Abundant analytical solutions for width-Burger equation: M-shaped, multiwave, breathers and their interactions
Syed T. R. Rizvi, Ibtisam Aldawish, Nimra, Sarfaraz Ahmed, Ibtehal Alazman, Aly R. Seadawy
Abstract
In order to better understand nonlinear wave dynamics, we systematically investigate a wide variety of exact solutions for the modified equal width-Burgers equation (mEWBE), revealing new wave patterns. Lump (L), lump with one kink $(L_{1}K)$ , lump with two kinks $(L_{2}K)$ , multiwave (MW), rogue wave (RW), periodic wave (PW), periodic cross-lump wave (PCLW), periodic cross-kink wave (PCKW), interaction between lump, periodic, and kink waves (LPKW), and breather lump wave (BLW) are among the systematic solutions that we obtain by using the appropriate transformation method. The M-shaped rational solution (MSRS), M-shaped rational solution with one kink $(MSR_{1}K)$ , M-shaped rational solution with two kinks $(MSR_{2}K)$ , periodic cross-rational solution (PCRS), kink-cross rational solution (KCRS), M-shaped rational solution with periodic and kink components (MSRPK), and M-shaped rational solution with rogue and kink features (MSRRK) are among the other novel rational solutions that we thoroughly examine.
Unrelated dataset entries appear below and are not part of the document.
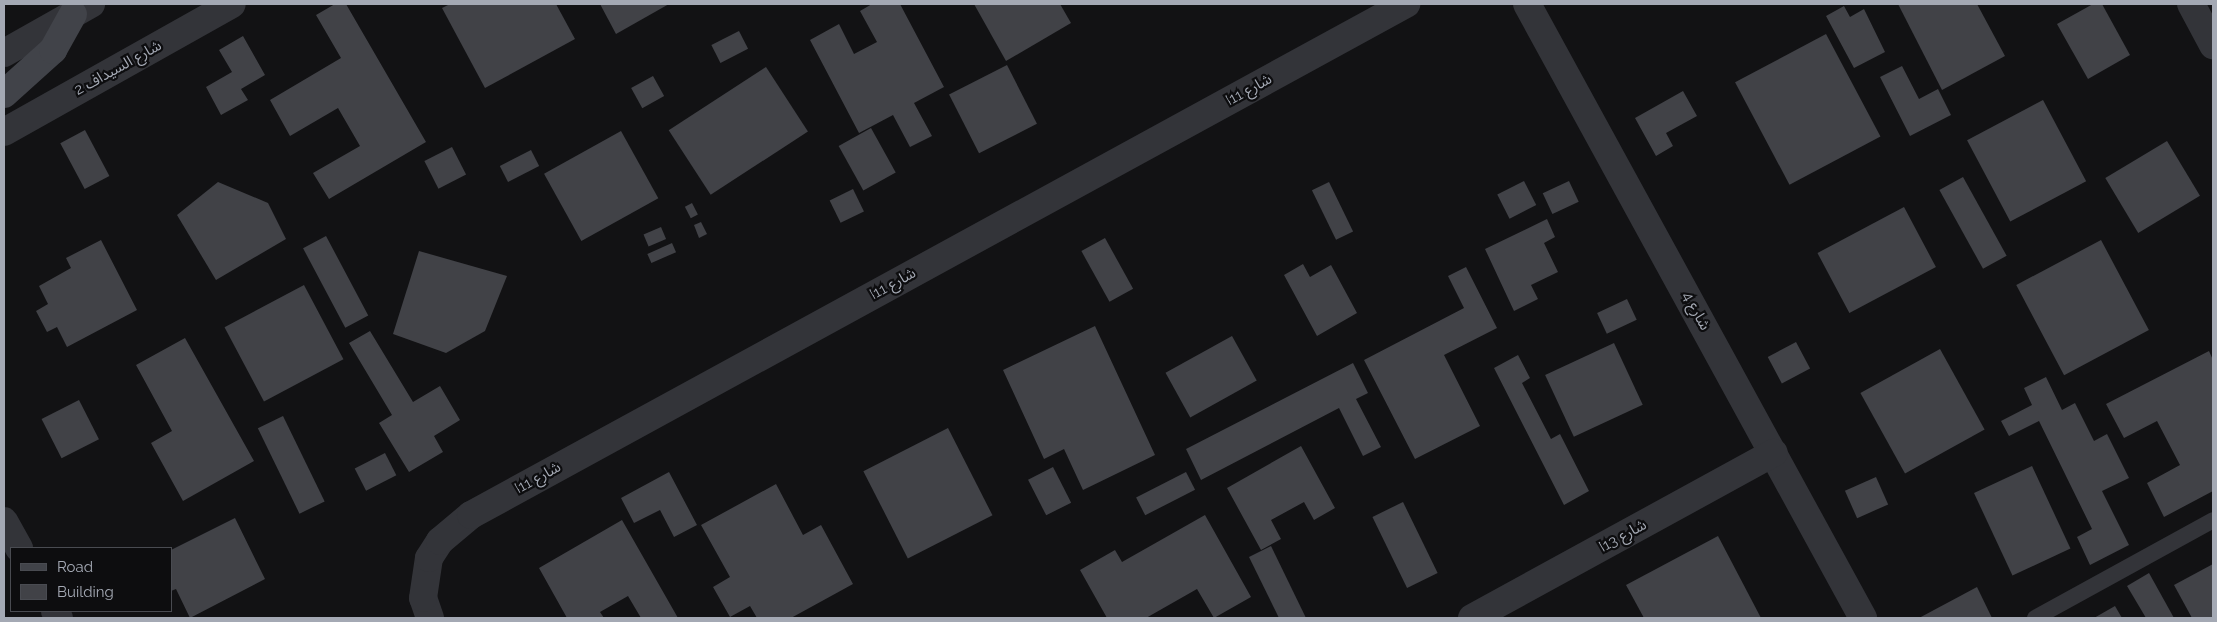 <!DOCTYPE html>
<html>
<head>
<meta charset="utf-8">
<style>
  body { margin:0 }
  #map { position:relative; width:2217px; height:622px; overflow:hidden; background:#121214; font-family:Raleway,"Noto Sans Arabic",sans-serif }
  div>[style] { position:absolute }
  .building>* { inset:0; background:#414247; transform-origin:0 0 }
  .service>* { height:16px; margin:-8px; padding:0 8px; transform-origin:8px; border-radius:8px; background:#333439 }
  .minor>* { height:28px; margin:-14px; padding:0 14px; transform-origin:14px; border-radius:14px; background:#333439 }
  .secondary>* { height:28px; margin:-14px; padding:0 14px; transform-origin:14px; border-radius:14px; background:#414349 }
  span { translate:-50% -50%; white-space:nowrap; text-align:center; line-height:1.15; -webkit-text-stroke:4.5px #0d0d0f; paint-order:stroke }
  .street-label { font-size:15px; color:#a4a9b4 }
  .frame { position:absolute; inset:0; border:5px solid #a4a9b4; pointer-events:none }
  .legend { position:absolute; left:10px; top:547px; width:162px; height:65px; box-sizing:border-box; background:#0d0d0f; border:1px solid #494b51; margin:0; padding:6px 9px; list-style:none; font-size:15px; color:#a4a9b4 }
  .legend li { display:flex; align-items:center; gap:10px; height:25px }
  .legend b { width:25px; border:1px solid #494b51 }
</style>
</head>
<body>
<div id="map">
  <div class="building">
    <i style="clip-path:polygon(335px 4px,346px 4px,426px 142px,329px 199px,313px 173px,360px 146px,338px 108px,290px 136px,270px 100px,341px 58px,316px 15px)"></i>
    <i style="clip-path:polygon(450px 4px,556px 4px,575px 39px,485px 88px,442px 8px)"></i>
    <i style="clip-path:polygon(600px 4px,669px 4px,616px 34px)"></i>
    <i style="clip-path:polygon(872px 4px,900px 4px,944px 87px,914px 103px,932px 136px,910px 147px,893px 115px,859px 133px,810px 40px,839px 24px,854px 54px,877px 42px,860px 11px)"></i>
    <i style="clip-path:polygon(974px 4px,1060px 4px,1071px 23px,1006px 61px)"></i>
    <i style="clip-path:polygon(1898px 4px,1977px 4px,2005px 56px,1942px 90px)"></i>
    <i style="clip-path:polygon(2093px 4px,2102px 4px,2130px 55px,2088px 79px,2057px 24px)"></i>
    <i style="clip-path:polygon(1844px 6px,1850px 17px,1864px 9px,1885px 52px,1854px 68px,1826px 16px)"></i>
    <i style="left:739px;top:31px;width:20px;height:31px;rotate:63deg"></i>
    <i style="left:1826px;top:34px;width:116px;height:103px;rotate:62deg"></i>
    <i style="clip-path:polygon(243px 36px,265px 75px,241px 89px,248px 100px,221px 115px,206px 87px,232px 72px,219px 50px)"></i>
    <i style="left:1007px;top:65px;width:66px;height:65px;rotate:63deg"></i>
    <i style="clip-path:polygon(1902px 66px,1919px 99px,1938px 89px,1951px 115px,1910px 136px,1880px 77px)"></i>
    <i style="left:766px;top:67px;width:77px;height:116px;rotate:57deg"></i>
    <i style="left:653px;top:76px;width:23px;height:25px;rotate:61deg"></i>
    <i style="clip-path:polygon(1683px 91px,1697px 116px,1666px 133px,1673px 146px,1656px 156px,1635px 118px)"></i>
    <i style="left:2043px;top:100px;width:92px;height:86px;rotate:62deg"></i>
    <i style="left:871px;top:128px;width:51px;height:37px;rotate:61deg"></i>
    <i style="left:85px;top:130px;width:52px;height:28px;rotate:62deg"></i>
    <i style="left:621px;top:131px;width:77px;height:88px;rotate:61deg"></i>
    <i style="left:2167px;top:141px;width:64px;height:72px;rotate:59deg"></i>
    <i style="left:452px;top:147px;width:31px;height:31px;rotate:63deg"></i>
    <i style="left:531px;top:150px;width:18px;height:35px;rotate:63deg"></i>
    <i style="left:1963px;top:177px;width:90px;height:27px;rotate:61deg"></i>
    <i style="left:1524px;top:181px;width:27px;height:30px;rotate:63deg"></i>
    <i style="left:1569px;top:181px;width:23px;height:29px;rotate:65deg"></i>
    <i style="clip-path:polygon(218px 182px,268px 203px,286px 239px,216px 280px,177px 215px)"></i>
    <i style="left:1329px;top:182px;width:55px;height:19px;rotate:64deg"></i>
    <i style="left:853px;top:189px;width:25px;height:26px;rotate:64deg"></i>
    <i style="left:692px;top:203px;width:13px;height:8px;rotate:63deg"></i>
    <i style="left:1904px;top:207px;width:68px;height:98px;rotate:62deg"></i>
    <i style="clip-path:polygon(1547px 219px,1555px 237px,1544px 243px,1558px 272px,1531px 285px,1538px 299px,1514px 311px,1485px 249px)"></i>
    <i style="clip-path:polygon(701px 222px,707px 234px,699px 238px,694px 225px)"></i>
    <i style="left:661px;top:227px;width:13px;height:19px;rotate:67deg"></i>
    <i style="left:326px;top:236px;width:90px;height:26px;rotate:62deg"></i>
    <i style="left:1105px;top:238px;width:58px;height:27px;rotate:61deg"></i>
    <i style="clip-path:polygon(101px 240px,137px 310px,67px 347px,57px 327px,47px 332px,36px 311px,48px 304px,39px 286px,71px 268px,66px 258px)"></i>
    <i style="left:2101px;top:240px;width:102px;height:96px;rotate:62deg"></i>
    <i style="left:672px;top:243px;width:10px;height:27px;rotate:66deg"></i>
    <i style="clip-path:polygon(419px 251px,507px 276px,485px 331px,446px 353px,393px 334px)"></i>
    <i style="clip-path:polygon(1303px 264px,1310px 277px,1331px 265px,1357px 313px,1317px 336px,1284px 275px)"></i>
    <i style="clip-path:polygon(1466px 267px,1497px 328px,1444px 355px,1480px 426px,1415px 459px,1364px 360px,1464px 308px,1448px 276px)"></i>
    <i style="left:304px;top:285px;width:84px;height:90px;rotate:62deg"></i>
    <i style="left:1627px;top:299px;width:23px;height:33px;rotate:65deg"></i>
    <i style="clip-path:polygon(1095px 326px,1155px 455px,1083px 490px,1064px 449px,1044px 459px,1003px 370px)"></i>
    <i style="clip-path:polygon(370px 331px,413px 402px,440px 386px,460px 420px,434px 436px,443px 452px,409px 472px,379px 423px,392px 415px,349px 343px)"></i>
    <i style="left:1232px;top:336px;width:51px;height:76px;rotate:61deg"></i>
    <i style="clip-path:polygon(185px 338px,254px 461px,183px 501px,151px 443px,172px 431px,136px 365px)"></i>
    <i style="left:1796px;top:342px;width:30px;height:32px;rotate:62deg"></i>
    <i style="left:1614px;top:343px;width:68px;height:76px;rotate:65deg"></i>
    <i style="left:1940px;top:349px;width:92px;height:91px;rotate:61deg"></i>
    <i style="clip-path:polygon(2209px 351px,2213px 360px,2213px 491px,2164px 517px,2147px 483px,2180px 465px,2157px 421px,2124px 438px,2106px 404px)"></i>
    <i style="clip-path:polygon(1518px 355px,1530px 378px,1522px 383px,1551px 439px,1560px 434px,1589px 491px,1564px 505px,1494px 368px)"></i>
    <i style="clip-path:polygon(1353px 363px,1368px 393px,1356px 399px,1381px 447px,1363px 456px,1339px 408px,1201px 480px,1186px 449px)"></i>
    <i style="clip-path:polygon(2046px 377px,2062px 410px,2075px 403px,2094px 441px,2107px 434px,2129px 478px,2102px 491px,2129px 545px,2090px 565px,2077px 537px,2092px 529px,2039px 421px,2009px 436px,2001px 421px,2032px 405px,2024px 388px)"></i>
    <i style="left:79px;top:400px;width:44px;height:42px;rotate:63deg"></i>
    <i style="left:283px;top:416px;width:95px;height:28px;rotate:64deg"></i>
    <i style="left:948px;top:428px;width:98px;height:95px;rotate:63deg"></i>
    <i style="clip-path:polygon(1301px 446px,1335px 508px,1314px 520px,1304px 502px,1271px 520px,1281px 539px,1261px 550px,1227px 488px)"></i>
    <i style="left:385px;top:453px;width:25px;height:34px;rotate:63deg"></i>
    <i style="left:2032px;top:466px;width:91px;height:64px;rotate:65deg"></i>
    <i style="left:1053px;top:467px;width:40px;height:28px;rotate:63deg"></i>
    <i style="clip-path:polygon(669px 472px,697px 525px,674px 537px,660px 510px,634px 523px,621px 498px)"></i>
    <i style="left:1186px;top:472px;width:20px;height:56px;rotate:63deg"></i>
    <i style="left:1876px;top:477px;width:30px;height:34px;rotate:66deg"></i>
    <i style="clip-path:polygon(776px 484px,803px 535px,821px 525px,853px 584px,791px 618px,757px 618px,750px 606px,730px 617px,713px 587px,730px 577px,701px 525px)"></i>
    <i style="left:1403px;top:502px;width:79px;height:34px;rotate:64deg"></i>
    <i style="clip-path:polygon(1205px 515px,1251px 597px,1214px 618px,1197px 589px,1146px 618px,1107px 618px,1080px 570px,1115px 550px,1122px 562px)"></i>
    <i style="clip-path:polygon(235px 518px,265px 579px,190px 618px,176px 589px,171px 591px,171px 550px)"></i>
    <i style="clip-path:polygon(622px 520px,678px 618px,641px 618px,628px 596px,600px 612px,604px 618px,567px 618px,539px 568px)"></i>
    <i style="clip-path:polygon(1718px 536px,1761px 618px,1644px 618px,1626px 585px)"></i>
    <i style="clip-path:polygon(1271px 546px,1306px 618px,1279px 618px,1249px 557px)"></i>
    <i style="clip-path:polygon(2213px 564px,2213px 618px,2192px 618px,2174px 585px)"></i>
    <i style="clip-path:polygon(2149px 573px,2174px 618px,2146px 618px,2127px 586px)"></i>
    <i style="clip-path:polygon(1977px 587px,1992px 618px,1919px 618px)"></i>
    <i style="clip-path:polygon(2115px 606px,2122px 618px,2094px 618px)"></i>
  </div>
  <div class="service">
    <i style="left:2035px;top:618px;width:203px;rotate:-28.8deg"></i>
  </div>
  <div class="minor">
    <i style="left:1527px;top:4px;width:700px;rotate:61.31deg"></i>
    <i style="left:2191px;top:4px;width:47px;rotate:61.8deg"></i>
    <i style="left:4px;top:53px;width:100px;rotate:-29.4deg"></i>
    <i style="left:4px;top:132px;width:261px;rotate:-29.3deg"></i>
    <i style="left:4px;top:521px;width:31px;rotate:61deg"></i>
    <i style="left:55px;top:611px;width:8px;rotate:60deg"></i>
    <i style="left:430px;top:618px;width:21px;rotate:-109deg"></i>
    <i style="left:423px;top:598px;width:40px;rotate:-81.5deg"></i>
    <i style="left:429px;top:558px;width:20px;rotate:-57deg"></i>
    <i style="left:440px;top:541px;width:40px;rotate:-40deg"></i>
    <i style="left:471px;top:515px;width:1066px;rotate:-28.66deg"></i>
    <i style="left:1472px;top:618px;width:344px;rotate:-28.7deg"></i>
  </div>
  <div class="secondary">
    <i style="left:4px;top:94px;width:66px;rotate:-41.9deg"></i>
    <i style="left:53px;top:50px;width:41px;rotate:-60.9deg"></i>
  </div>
  <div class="street-label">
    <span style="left:118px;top:68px;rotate:-29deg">شارع السيداف 2</span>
    <span style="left:1249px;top:90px;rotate:-29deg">شارع 11ا</span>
    <span style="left:893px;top:284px;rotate:-29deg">شارع 11ا</span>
    <span style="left:1696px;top:311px;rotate:61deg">شارع 4</span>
    <span style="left:538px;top:478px;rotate:-29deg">شارع 11ا</span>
    <span style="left:1623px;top:536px;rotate:-29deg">شارع 13ا</span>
  </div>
  <div class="frame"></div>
  <ul class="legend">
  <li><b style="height:6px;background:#414349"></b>Road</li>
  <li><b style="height:14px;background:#414247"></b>Building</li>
  </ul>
</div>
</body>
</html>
These results offer novel perspectives on intricate wave interactions in nonlinear systems. We further provide a deeper understanding of the propagation and interaction of effective wave structures in the WBE framework by presenting graphical visuals in many dimensions that highlight the complex characteristics of the found solutions. These results can be used practically to comprehend complicated wave behaviors in real-world systems, including shock waves, ocean waves, and multi-wave systems in engineering.